El Atlético siempre es diferente. Cumple a rajatabla la máxima de Miguel Ángel Gil. «El rendimiento en el fútbol es un estado de ánimo», manifiesta su consejero delegado. El conjunto madrileño sobrevive actualmente en el decimoctavo lugar, en puesto de descenso, en la misma posición que le llevó a Segunda en el año 2000, pero ni sus profesionales ni sus rivales le catalogan como carne del «infierno» que el «Mono» Burgos representó saliendo de una alcantarilla. Al contrario.

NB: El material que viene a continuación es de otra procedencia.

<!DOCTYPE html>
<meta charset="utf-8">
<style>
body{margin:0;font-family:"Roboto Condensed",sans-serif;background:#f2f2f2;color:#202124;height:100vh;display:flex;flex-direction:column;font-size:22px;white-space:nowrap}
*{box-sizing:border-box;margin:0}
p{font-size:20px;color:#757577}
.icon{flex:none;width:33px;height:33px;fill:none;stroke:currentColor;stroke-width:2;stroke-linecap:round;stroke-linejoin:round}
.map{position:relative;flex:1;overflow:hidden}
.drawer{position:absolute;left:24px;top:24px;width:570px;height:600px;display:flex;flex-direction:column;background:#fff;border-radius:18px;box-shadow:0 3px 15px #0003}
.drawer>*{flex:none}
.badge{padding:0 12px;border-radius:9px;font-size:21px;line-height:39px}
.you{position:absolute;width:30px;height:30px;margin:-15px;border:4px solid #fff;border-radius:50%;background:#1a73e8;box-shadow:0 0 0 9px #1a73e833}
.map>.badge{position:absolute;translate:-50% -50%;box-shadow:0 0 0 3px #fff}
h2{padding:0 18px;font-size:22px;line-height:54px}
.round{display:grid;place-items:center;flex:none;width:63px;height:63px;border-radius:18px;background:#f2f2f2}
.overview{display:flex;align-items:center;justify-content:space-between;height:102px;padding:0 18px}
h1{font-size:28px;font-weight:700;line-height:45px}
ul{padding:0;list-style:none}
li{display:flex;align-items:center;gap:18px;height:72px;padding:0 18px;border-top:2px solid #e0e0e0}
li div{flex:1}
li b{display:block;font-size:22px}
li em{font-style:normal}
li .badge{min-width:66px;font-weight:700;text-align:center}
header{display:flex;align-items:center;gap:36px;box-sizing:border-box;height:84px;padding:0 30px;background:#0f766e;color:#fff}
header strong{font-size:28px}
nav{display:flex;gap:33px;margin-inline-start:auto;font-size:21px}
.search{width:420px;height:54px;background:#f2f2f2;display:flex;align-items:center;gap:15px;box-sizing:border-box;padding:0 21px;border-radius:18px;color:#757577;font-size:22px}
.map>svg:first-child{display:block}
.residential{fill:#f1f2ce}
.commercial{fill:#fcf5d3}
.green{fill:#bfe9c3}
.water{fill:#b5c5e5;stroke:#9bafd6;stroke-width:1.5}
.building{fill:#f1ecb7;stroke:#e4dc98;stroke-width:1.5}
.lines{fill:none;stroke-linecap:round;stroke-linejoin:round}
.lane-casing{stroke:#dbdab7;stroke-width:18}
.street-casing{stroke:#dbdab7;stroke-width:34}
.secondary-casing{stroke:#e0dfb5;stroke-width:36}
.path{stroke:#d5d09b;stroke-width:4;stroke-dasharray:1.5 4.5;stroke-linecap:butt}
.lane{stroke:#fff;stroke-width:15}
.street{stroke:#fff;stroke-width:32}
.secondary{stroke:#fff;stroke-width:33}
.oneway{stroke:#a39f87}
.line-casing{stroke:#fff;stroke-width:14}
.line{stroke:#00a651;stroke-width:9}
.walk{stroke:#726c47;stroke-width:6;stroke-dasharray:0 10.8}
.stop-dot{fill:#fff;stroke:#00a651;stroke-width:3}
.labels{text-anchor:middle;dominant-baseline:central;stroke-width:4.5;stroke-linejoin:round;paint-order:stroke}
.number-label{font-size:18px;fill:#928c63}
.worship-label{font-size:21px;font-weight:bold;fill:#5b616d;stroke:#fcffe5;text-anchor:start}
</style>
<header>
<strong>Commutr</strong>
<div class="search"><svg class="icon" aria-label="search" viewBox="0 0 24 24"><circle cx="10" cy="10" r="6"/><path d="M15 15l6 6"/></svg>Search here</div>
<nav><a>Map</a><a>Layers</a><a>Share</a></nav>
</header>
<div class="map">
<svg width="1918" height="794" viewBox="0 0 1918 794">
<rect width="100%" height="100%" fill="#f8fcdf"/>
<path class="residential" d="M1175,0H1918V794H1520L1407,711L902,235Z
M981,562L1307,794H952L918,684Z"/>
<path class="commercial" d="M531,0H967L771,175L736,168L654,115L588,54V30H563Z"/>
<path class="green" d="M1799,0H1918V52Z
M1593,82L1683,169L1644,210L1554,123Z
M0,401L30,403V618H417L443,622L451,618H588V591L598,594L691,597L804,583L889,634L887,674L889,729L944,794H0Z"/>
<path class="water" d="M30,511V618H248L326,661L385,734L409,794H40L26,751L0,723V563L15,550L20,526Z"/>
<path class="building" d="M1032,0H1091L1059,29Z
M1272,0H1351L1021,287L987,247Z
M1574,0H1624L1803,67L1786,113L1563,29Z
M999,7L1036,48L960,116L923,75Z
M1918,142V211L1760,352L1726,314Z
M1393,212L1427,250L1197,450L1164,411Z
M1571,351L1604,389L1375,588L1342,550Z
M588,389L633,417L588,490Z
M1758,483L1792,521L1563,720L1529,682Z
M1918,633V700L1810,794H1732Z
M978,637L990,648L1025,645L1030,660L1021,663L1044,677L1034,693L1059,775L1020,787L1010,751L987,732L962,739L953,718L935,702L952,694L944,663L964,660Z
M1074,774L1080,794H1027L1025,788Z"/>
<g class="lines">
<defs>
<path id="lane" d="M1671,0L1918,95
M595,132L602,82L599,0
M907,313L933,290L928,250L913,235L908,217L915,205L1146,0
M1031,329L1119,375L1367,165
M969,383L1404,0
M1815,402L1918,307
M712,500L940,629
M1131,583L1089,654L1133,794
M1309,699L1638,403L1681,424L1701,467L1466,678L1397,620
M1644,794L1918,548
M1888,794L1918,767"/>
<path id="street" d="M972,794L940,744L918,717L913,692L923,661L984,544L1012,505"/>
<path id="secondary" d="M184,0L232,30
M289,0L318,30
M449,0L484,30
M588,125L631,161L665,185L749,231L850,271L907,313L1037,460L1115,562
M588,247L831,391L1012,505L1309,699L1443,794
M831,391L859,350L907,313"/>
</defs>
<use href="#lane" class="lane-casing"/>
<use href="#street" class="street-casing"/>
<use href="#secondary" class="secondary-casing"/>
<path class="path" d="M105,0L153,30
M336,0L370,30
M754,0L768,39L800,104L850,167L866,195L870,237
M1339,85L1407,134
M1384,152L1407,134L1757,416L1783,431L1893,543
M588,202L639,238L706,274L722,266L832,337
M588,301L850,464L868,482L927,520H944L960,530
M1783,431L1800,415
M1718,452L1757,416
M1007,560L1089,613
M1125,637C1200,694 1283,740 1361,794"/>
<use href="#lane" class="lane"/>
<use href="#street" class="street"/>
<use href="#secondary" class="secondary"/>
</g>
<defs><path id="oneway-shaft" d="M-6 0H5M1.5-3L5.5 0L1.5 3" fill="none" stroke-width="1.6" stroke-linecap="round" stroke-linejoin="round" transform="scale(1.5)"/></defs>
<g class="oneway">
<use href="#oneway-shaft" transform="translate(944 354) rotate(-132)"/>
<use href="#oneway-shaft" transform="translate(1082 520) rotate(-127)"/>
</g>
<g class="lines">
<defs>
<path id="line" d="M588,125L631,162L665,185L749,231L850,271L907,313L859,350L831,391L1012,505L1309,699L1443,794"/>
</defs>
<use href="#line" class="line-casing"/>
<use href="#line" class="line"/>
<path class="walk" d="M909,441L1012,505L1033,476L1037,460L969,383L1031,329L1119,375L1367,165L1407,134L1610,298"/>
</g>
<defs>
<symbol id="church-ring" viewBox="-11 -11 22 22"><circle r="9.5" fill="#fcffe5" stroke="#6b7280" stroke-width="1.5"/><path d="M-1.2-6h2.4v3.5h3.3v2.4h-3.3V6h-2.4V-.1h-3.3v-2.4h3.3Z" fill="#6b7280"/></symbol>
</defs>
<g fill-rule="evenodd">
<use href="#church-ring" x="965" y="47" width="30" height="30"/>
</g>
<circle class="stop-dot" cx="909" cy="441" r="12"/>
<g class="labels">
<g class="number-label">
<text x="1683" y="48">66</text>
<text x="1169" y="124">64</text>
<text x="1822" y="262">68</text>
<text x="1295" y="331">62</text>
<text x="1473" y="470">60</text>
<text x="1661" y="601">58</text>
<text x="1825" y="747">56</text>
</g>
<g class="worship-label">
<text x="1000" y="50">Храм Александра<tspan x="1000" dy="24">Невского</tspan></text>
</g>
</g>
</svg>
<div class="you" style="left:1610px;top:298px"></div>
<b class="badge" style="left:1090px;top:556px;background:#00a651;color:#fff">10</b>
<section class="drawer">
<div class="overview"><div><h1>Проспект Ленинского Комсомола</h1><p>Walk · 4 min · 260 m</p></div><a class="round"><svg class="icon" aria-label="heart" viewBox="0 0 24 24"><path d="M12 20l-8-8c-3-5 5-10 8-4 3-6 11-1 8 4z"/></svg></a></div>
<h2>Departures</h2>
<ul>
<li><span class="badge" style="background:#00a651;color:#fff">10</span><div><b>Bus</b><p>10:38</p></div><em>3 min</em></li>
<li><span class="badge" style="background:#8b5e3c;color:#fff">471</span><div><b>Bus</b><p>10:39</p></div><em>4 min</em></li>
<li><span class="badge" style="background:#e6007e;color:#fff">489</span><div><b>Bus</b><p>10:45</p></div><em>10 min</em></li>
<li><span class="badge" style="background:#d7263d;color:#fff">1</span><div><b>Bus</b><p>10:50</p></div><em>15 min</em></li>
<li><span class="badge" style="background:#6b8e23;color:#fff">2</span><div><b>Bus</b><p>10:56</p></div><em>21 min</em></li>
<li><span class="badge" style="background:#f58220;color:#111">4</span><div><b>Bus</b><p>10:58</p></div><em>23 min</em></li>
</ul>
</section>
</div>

Adrián López, Colotto y la generalidad de jugadores del Deportivo todavía conceden jerarquía de «grande» a su adversario de hoy: «Es fundamental vencer al Atlético para dejarle a quince puntos y eliminarle como enemigo por las plazas europeas». Ningún profesional del Calderón se atrevería a expresar esta valoración cuando el farolillo rojo se vislumbra dos puntos más abajo.
Aunque Enrique Cerezo señala que «éste es el peor momento desde que soy presidente», lo cierto es que el estado de ánimo que subraya Gil Marín no es de descenso. Quique Sánchez Flores ha redescubierto la autoconfianza de la plantilla.
Quique exige compromiso
A pesar de sumar dos derrotas ligueras consecutivas, sus futbolistas no temen un hundimiento como el que la entidad sufrió en la Liga 99-00. Ese miedo sí existió hace un mes, con Abel en el banquillo. Se mostraba resignado al no encontrar soluciones. Hoy, Quique refleja el mejor estado de ánimo de un equipo que es antepenúltimo.
Sí, su plantel suma una sola victoria, cuatro empates y cinco derrotas. Sí, sus hombres son culpables de doce goles a favor y veintidós en contra. Sin embargo, el cambio en el estilo de juego, la disciplina táctica y la primacía del conjunto sobre las individualidades han recuperado la autoestima de sus hombres.
El entrenador ha vencido a la gripe A con cinco días de cama y ayer se presentó al entrenamiento, bufanda en ristre, barba de una semana y un objetivo. «Hace falta sumar muchos puntos, pero los tres primeros son importantes». Riazor es la meta. Sus muchachos recogen el testigo del adversario: «Si vencemos, Europa aún es posible».
Riki obtiene la cautelar
Su inmediato superior les ha expuesto la necesidad de «un compromiso total» para salir de la crisis. Por eso ha convocado a Forlán, que llegó a las dos de la tarde de ayer, se entrenó solo y subió al autocar. «Hay que darlo todo y más». El preparador decidirá hoy si es titular. Dependerá del compromiso que vea en sus ojos. Sinama sería su relevo. Simao o Reyes, que ha mejorado de su molestia muscular, es la otra duda. Ujfalusi es baja por sentir «malestar general» desde hace unos días.
Enfrente, Lotina podrá alinear a Riki, que obtuvo la suspensión cautelar de su sanción. El Deportivo recurrió una amonestación injusta, recibida en Getafe, por una mano que no cometió. Sergio sí estará ausente por tarjetas.
Deportivo (4-2-3-1): Aranzubia; Manuel Pablo, Colotto, Lopo, Filipe Luis; Antonio Tomás, Rodríguez; Mista, Lassad, Guardado; Adrián.
Atlético (4-4-2): Asenjo; Perea, Pablo, Juanito, Antonio López; Maxi, Assuncao, Raúl García, Simao; Forlán o Sinama, Agüero.